Re: detect/Remove duplicate values in array
Posted: 09 Nov 2017, 15:29
by Exaskryz
This is probably a rather inefficient way, but I've done this (or something like it; not sure what script of mine did this...) or something like it in the past:
Code: Select all
object:=[], secondobject:=[]
object.Push("a","b","c","c","b","d")
Loop % object.Length()
{
value:=Object.RemoveAt(1) ; otherwise Object.Pop() would work from right to left
Loop % secondobject.Length()
If (value=secondobject[A_Index])
Continue 2 ; jump to the top of the outer loop, we found a duplicate, discard it and move on
secondobject.Push(value)
}
MsgBox % secondobject.Length()
Loop % secondobject.Length()
MsgBox % secondobject[A_Index]
return
Re: detect/Remove duplicate values in array
Posted: 09 Nov 2017, 15:38
by derz00
Interesting. I also, since posting, thought of this. I would be real interested in knowing if there is a better way.
Code: Select all
RemoveDup(obj) {
for i, value in obj
str.=value "`n"
nodupArray:={}
nodup:=""
loop parse, str, `n
if !InStr(nodup, A_LoopField)
{
nodup.=A_LoopField "`n"
nodupArray.Push(A_LoopField)
}
Return nodupArray
}
Re: detect/Remove duplicate values in array
Posted: 09 Nov 2017, 17:26
by Helgef
If you don't mind it being sorted, try this,
Code: Select all
uniqueArr(arr, del := ""){
return sortArr(arr, (del!=""?"D" del : "D" chr(1)) . " U C")
}
sortArr(arr,opt:=""){
; Sort array using sort options
; https://autohotkey.com/docs/commands/Sort.htm
static guess:=0
local delimiter,k,v,str
if guess
VarSetCapacity(str,arr.length()*guess,0) ; Speed can be improved by making a guess on the needed size.

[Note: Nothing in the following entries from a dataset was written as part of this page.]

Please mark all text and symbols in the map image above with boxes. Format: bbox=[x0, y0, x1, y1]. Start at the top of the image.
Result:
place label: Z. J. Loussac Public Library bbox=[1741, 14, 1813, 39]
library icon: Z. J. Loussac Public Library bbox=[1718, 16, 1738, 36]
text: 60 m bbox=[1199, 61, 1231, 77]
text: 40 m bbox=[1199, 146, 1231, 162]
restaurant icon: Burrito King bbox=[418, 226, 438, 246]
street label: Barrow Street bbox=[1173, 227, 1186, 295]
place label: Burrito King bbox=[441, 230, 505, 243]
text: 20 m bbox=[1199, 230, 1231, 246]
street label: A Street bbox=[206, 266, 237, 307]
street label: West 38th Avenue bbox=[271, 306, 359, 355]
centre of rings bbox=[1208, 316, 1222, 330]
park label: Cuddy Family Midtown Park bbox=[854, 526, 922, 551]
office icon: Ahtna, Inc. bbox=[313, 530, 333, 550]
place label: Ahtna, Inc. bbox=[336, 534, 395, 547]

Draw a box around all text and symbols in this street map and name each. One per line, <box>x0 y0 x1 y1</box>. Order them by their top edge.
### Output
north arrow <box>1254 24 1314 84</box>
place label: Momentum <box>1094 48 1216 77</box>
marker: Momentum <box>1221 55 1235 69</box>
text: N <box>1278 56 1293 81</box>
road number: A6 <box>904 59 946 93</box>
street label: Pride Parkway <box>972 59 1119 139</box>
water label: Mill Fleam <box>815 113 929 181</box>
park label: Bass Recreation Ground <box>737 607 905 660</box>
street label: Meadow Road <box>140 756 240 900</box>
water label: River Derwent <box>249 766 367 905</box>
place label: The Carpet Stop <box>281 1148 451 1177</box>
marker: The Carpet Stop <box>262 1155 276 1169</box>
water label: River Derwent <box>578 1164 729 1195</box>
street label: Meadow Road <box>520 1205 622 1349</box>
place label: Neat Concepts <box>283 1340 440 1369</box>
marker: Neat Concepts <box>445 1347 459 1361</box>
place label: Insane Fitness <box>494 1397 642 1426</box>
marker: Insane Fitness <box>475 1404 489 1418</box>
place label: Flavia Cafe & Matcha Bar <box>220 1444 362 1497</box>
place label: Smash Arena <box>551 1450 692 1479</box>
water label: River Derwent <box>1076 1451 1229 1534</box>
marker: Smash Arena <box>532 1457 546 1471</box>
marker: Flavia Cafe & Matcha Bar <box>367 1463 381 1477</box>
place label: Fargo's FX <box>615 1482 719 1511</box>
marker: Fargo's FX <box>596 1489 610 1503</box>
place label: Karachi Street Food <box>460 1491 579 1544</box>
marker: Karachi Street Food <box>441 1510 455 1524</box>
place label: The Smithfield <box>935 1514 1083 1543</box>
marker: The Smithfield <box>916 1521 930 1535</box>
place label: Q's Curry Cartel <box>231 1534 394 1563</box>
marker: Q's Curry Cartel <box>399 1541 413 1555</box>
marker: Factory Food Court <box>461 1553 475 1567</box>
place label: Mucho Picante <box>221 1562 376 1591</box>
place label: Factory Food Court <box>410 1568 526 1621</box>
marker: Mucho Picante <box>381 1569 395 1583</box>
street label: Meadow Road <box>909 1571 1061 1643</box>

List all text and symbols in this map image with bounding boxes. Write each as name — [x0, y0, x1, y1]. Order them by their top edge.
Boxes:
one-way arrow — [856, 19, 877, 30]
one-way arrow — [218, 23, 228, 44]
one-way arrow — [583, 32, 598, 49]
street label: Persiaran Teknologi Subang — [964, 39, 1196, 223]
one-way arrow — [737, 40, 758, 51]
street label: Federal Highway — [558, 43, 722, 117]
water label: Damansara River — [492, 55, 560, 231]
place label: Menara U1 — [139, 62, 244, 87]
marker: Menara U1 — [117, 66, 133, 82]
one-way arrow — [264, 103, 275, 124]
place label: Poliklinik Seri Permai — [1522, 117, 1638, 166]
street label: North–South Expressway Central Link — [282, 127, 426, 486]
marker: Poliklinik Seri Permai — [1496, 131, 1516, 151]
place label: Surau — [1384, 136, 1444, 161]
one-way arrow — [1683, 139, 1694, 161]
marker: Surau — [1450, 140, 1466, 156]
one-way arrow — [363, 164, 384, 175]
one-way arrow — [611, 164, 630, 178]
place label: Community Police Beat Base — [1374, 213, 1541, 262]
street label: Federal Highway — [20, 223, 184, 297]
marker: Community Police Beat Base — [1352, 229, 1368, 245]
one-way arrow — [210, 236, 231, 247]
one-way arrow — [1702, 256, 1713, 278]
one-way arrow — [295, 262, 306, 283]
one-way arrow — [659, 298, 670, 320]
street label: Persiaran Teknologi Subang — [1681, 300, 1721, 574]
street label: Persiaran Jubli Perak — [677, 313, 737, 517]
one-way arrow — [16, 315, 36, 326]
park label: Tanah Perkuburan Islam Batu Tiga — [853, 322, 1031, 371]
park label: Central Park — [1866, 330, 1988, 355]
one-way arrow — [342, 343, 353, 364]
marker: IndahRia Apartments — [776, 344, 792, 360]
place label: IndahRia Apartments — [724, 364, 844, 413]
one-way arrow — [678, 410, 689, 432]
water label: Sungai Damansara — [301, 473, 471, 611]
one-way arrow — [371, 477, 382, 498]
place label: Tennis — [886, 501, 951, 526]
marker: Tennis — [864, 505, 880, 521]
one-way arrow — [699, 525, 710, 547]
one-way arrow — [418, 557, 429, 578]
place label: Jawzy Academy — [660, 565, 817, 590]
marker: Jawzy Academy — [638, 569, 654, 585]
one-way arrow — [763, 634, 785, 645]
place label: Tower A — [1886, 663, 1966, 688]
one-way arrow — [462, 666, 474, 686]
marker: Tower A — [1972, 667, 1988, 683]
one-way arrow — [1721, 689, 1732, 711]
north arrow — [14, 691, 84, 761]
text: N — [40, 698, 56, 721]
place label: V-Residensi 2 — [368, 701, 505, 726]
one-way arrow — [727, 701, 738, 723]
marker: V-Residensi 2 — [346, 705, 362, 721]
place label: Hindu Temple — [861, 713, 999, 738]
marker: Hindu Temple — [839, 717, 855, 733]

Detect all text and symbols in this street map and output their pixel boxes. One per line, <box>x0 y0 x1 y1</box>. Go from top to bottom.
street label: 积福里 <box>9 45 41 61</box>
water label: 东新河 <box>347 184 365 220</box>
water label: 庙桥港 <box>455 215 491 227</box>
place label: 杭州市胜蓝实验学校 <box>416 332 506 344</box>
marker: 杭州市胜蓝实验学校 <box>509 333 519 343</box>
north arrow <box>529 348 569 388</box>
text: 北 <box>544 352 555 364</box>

RegExMatch(opt,"O)\bD(.)\b",delimiter) ? delimiter:=delimiter[1] : (delimiter:="`n", opt.=" D`n")
for k, v in arr
str.=v . delimiter
str:=RTrim(str,delimiter)
Sort,str, % opt
return StrSplit(str,delimiter)
}
; Example,
for k, v in uniqueArr(["a","a","x","x","b",1,2,3,3,4,9,9,9,9,9,9,9,9])
str .= v "`n"
msgbox % str
Edit: Also if you don't mind case insensitivity,
Code: Select all
unique(arr){
local temp := [], out := []
local k, v
for k, v in arr
temp[v] := ""
for k in temp
out[A_Index] := k
return out
}
Re: detect/Remove duplicate values in array
Posted: 09 Nov 2017, 17:41
by teadrinker
Or like this:
Code: Select all
arr := ["a","b","c","c","b","d"]
newArr := [], testArr := []
for k, v in arr
if !testArr.HasKey(v)
testArr[v] := true, newArr.Push(v)
for k, v in newArr
MsgBox, % v
Re: detect/Remove duplicate values in array
Posted: 09 Nov 2017, 20:00
by jeeswg
A warning about the case where an object key is called 'HasKey':
Code: Select all
q:: ;arrays and HasKey
;if an array has a key called HasKey,
;HasKey() will fail, so use ObjHasKey instead
oArray := {hello:0}
MsgBox, % oArray.HasKey("hello") ;1
oArray := {Haskey:0}
MsgBox, % oArray.HasKey("HasKey") ;(blank)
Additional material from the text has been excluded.